After checking these ponds, I stopped at White Farm Conservation area which is adjacent to The Durham Fairgrounds off of Route 17. The first thing I noticed was that these fields were flooded and had a healthy population of Killdeer. When I used a spotting scope to search the back end of the area I saw a few Green-winged Teal. They soon flew off further into what I believe is a portion of the Durham Meadows Wildlife Management area. It surprises me how small these ducks look when they're flying. They are so tiny compared to Mallards.
My main focus, for at least the start of this month, is to check ponds, rivers, marshes, and flooded fields that are fairly close to home. I had a little bit of luck at the beginning of March when I saw a flock of Ring-necked Ducks in Portland. I was close enough to get photos but the I couldn't seem to see its eyes well in any of the photos. Maybe I should go back and read Part I -(How to be a quite good bird photographer)- and Part II -(How to avoid being arrested for Bad Bird Photography)- from the bird photography series at Belltower Birding.
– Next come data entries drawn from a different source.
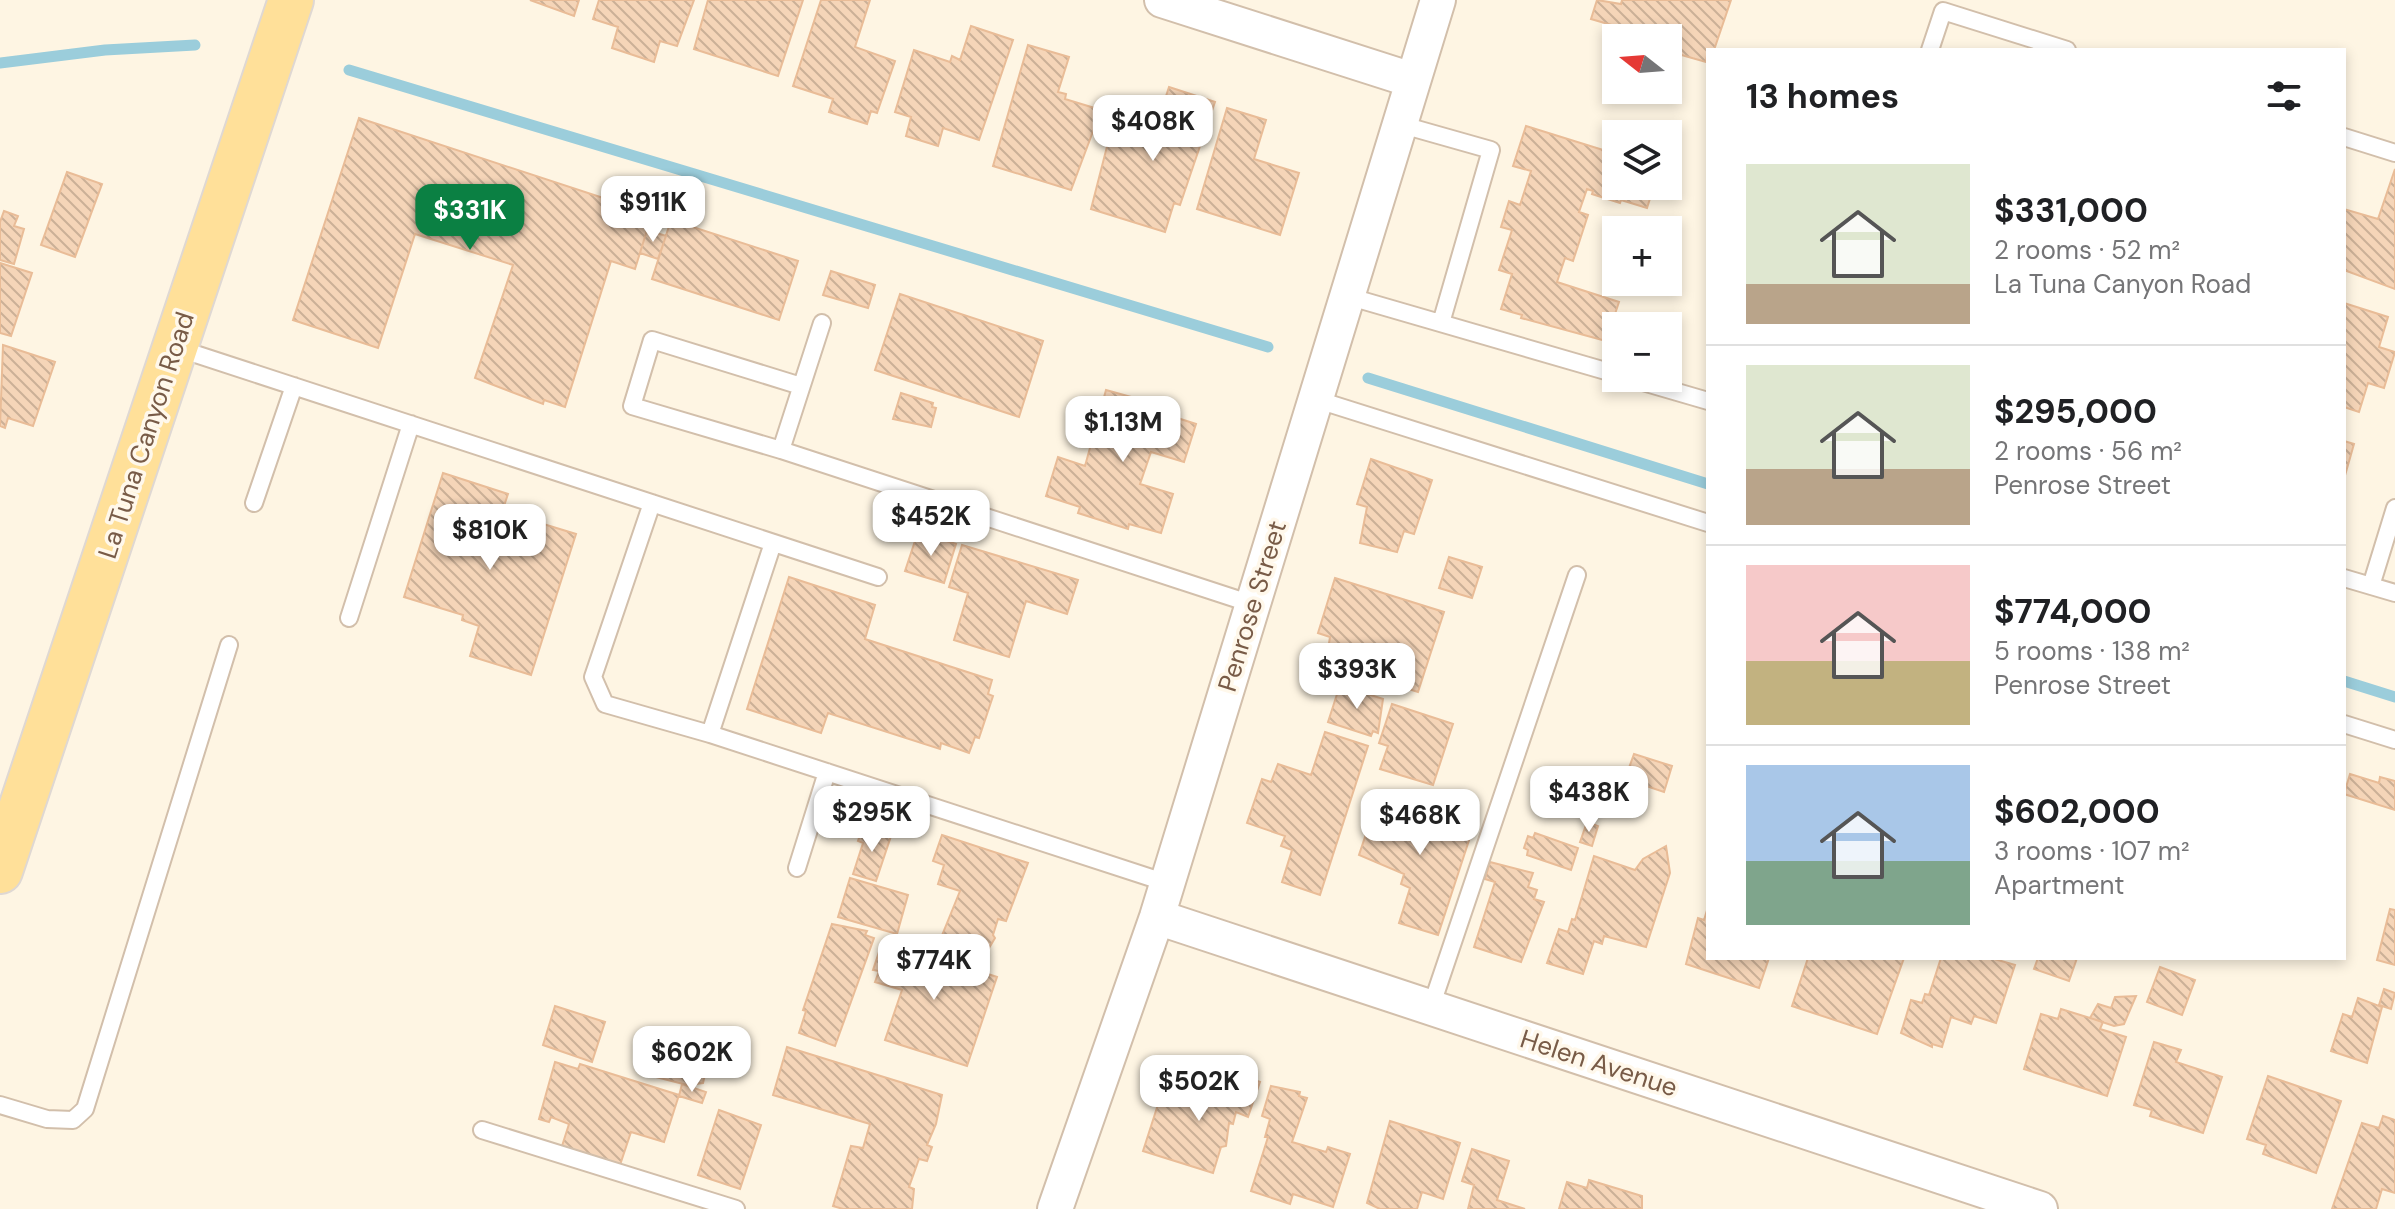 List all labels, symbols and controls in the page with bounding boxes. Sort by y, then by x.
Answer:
north arrow [1602,24,1682,104]
map controls [1602,24,1682,392]
text: 13 homes [1746,74,1899,119]
icon: filters [2262,74,2306,118]
pin: $408K [1097,95,1209,163]
text: $408K [1111,104,1195,138]
button: layers [1602,120,1682,200]
pin: $911K [597,176,709,244]
pin: $331K [414,184,526,252]
text: $911K [619,185,687,219]
text: $331,000 [1994,188,2148,233]
text: $331K [433,193,507,227]
icon: home [1810,196,1906,292]
button: + [1602,216,1682,296]
text: 2 rooms · 52 m² [1994,233,2180,267]
text: La Tuna Canyon Road [1994,267,2251,301]
street label: La Tuna Canyon Road [90,307,202,563]
button: − [1602,312,1682,392]
text: $295,000 [1994,389,2157,434]
pin: $1.13M [1058,396,1188,464]
icon: home [1810,397,1906,493]
text: $1.13M [1083,405,1163,439]
text: 2 rooms · 56 m² [1994,434,2182,468]
text: Penrose Street [1994,468,2171,502]
pin: $452K [875,490,987,558]
text: $452K [891,499,971,533]
pin: $810K [434,504,546,572]
text: $810K [452,513,528,547]
street label: Penrose Street [1210,516,1294,696]
text: $774,000 [1994,589,2152,634]
icon: home [1810,597,1906,693]
text: 5 rooms · 138 m² [1994,634,2190,668]
pin: $393K [1301,643,1413,711]
text: $393K [1317,652,1397,686]
text: Penrose Street [1994,668,2171,702]
pin: $438K [1533,766,1645,834]
text: $438K [1548,775,1630,809]
pin: $295K [816,786,928,854]
pin: $468K [1364,789,1476,857]
text: $602,000 [1994,789,2160,834]
text: $295K [832,795,912,829]
icon: home [1810,797,1906,893]
text: $468K [1379,798,1461,832]
text: 3 rooms · 107 m² [1994,834,2190,868]
text: Apartment [1994,868,2125,902]
pin: $774K [878,934,990,1002]
text: $774K [896,943,972,977]
street label: Helen Avenue [1516,1022,1682,1104]
pin: $602K [636,1026,748,1094]
text: $602K [651,1035,733,1069]
pin: $502K [1143,1055,1255,1123]
text: $502K [1158,1064,1240,1098]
I also checked Dooley's Pond in Middletown from the boat launch area. Do you see the Fork-tailed Diving Duck? It's so rare, that it's never been seen by humans. Keep looking toward the left side of the pond. It's going to surface any minute now. As you can probably see-the pond is birdless- at least on this end. I always wonder why certain ponds seem to attract interesting waterfowl while others do not. I know that it has to do with water depth, size of the lake/pond, food sources and location of the ponds. What are some of the other factors? Certain ponds show up on rare bird reports all the time. What makes those ponds so attractive to particular species?
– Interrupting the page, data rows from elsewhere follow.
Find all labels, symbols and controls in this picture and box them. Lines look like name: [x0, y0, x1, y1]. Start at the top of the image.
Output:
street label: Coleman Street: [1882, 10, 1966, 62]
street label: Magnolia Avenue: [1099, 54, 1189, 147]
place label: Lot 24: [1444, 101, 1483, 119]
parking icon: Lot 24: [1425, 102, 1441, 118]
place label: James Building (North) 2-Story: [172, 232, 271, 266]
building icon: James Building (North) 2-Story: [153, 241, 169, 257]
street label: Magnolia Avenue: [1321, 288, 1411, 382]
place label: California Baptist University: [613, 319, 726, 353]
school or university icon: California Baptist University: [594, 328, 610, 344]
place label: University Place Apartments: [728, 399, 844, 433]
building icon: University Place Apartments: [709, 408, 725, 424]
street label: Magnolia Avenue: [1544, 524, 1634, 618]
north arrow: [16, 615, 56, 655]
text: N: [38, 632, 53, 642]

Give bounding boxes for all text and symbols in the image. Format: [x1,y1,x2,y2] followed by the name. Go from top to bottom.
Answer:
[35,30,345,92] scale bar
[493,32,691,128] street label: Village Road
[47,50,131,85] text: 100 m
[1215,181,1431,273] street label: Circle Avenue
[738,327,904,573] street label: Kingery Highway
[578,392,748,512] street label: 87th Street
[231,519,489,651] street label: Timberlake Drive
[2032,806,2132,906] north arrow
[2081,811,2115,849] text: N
My last visit was at Wangunk Meadows in Portland. Once again, it looks like someone went four-wheeling and ended up trashing their vehicle. Something about this picture struck me funny though. Do you see that little yellow container on the ground next to the vehicle?
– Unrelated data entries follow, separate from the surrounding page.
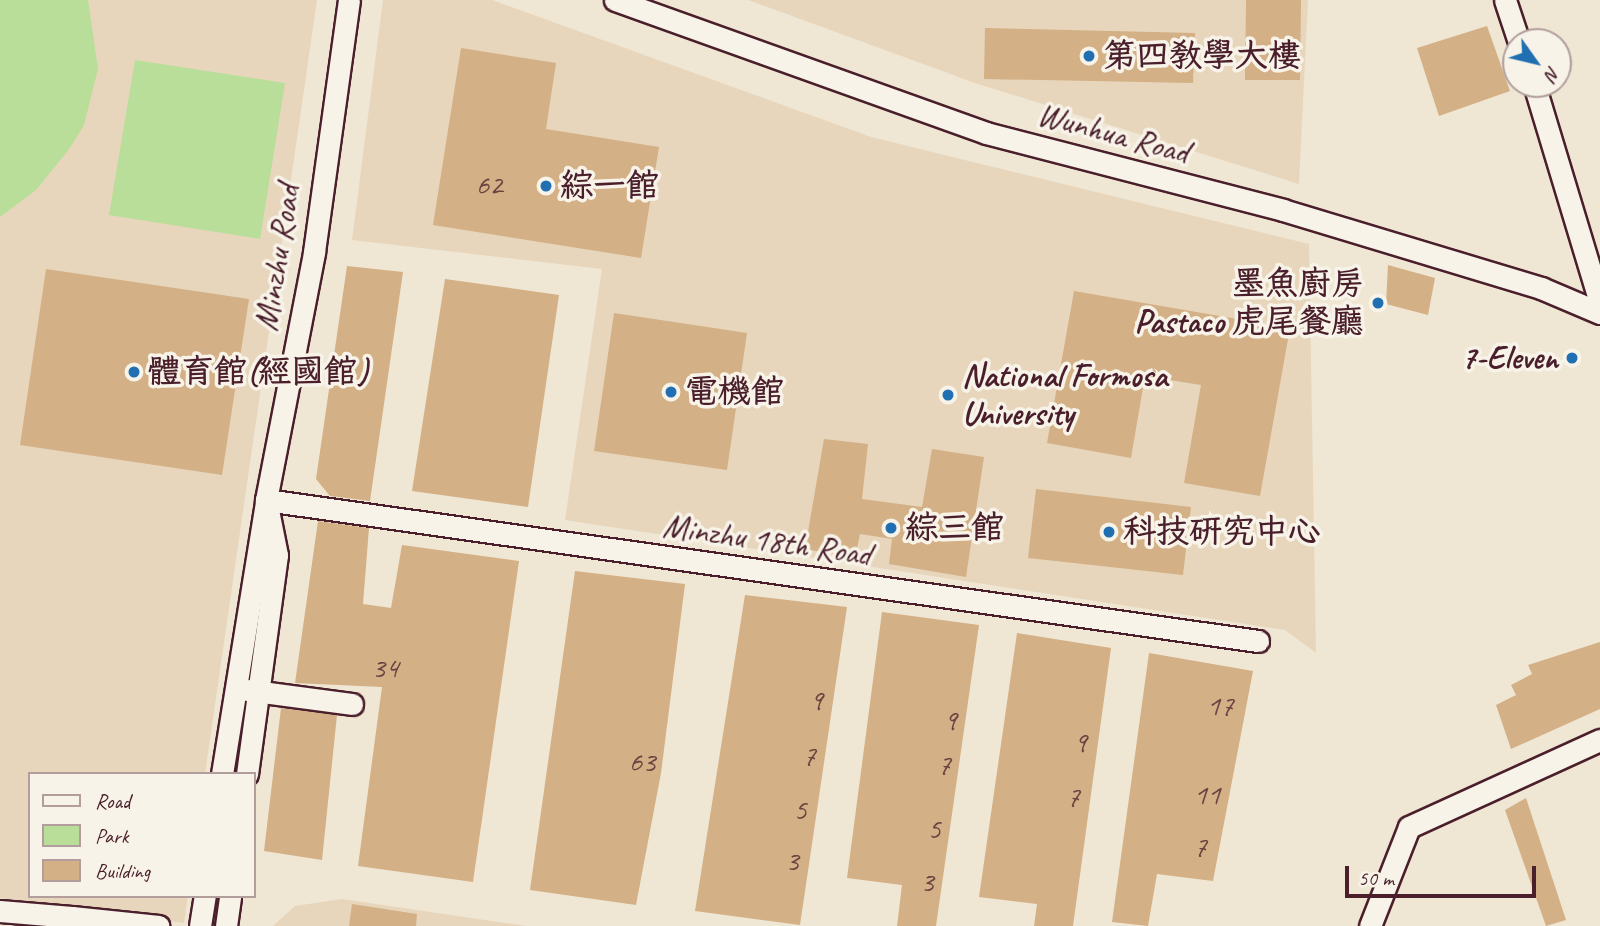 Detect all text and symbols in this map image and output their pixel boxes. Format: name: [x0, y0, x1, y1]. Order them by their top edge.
north arrow: [1502, 28, 1572, 98]
place label: 第四教學大樓: [1103, 36, 1301, 76]
marker: 第四教學大樓: [1081, 48, 1097, 64]
text: N: [1540, 62, 1566, 85]
street label: Wunhua Road: [1033, 95, 1193, 173]
house number: 62: [476, 166, 502, 202]
place label: 綜一館: [560, 166, 659, 206]
marker: 綜一館: [538, 178, 554, 194]
street label: Minzhu Road: [247, 183, 309, 333]
place label: 墨魚廚房 Pastaco 虎尾餐廳: [1135, 264, 1364, 342]
marker: 墨魚廚房 Pastaco 虎尾餐廳: [1370, 295, 1386, 311]
place label: 7-Eleven: [1461, 338, 1558, 378]
marker: 7-Eleven: [1564, 350, 1580, 366]
place label: 體育館(經國館): [148, 352, 368, 392]
place label: National Formosa University: [962, 356, 1166, 434]
marker: 體育館(經國館): [126, 364, 142, 380]
place label: 電機館: [685, 372, 784, 412]
marker: 電機館: [663, 384, 679, 400]
marker: National Formosa University: [940, 387, 956, 403]
street label: Minzhu 18th Road: [661, 507, 873, 575]
place label: 綜三館: [905, 508, 1004, 548]
place label: 科技研究中心: [1123, 512, 1321, 552]
marker: 綜三館: [883, 520, 899, 536]
marker: 科技研究中心: [1101, 524, 1117, 540]
house number: 34: [372, 649, 398, 685]
house number: 9: [809, 682, 823, 718]
house number: 17: [1207, 687, 1233, 723]
house number: 9: [943, 702, 957, 738]
house number: 9: [1073, 724, 1087, 760]
house number: 7: [802, 737, 816, 773]
house number: 63: [629, 743, 655, 779]
house number: 7: [937, 746, 951, 782]
legend: [28, 772, 256, 898]
house number: 11: [1194, 776, 1220, 812]
house number: 7: [1066, 778, 1080, 814]
text: Road: [95, 788, 130, 814]
house number: 5: [793, 791, 807, 827]
house number: 5: [927, 810, 941, 846]
text: Park: [95, 823, 128, 849]
house number: 7: [1193, 828, 1207, 864]
house number: 3: [785, 842, 799, 878]
scale bar: [1348, 852, 1539, 896]
text: Building: [95, 858, 150, 884]
house number: 3: [920, 863, 934, 899]
text: 50 m: [1358, 865, 1394, 891]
What were they thinking? A little elbow grease and some Clorox Wipes will fix the problem?
There were more Green-winged Teal at the fairgrounds, but they were out of camera distance. This is the only photo of Green-winged Teal that I have. It was taken a couple of years ago at the same location. They may not be uncommon but I don't often get a chance to see them. I think they're a pretty sharp looking bird. I'll be looking forward to seeing Wilson's Snipe, which have showed up in big numbers at the fairgrounds in the month of March for the last couple of years. My search for is coming along a little bit slowly but I look forward to checking more local ponds and marshes this weekend. I'd like to see some Blue-winged Teal or Northern Pintail this month. Oh, by the way-did I tell you that I hate the whole daylight savings thing? I say just set the clocks ahead and leave them that way forever.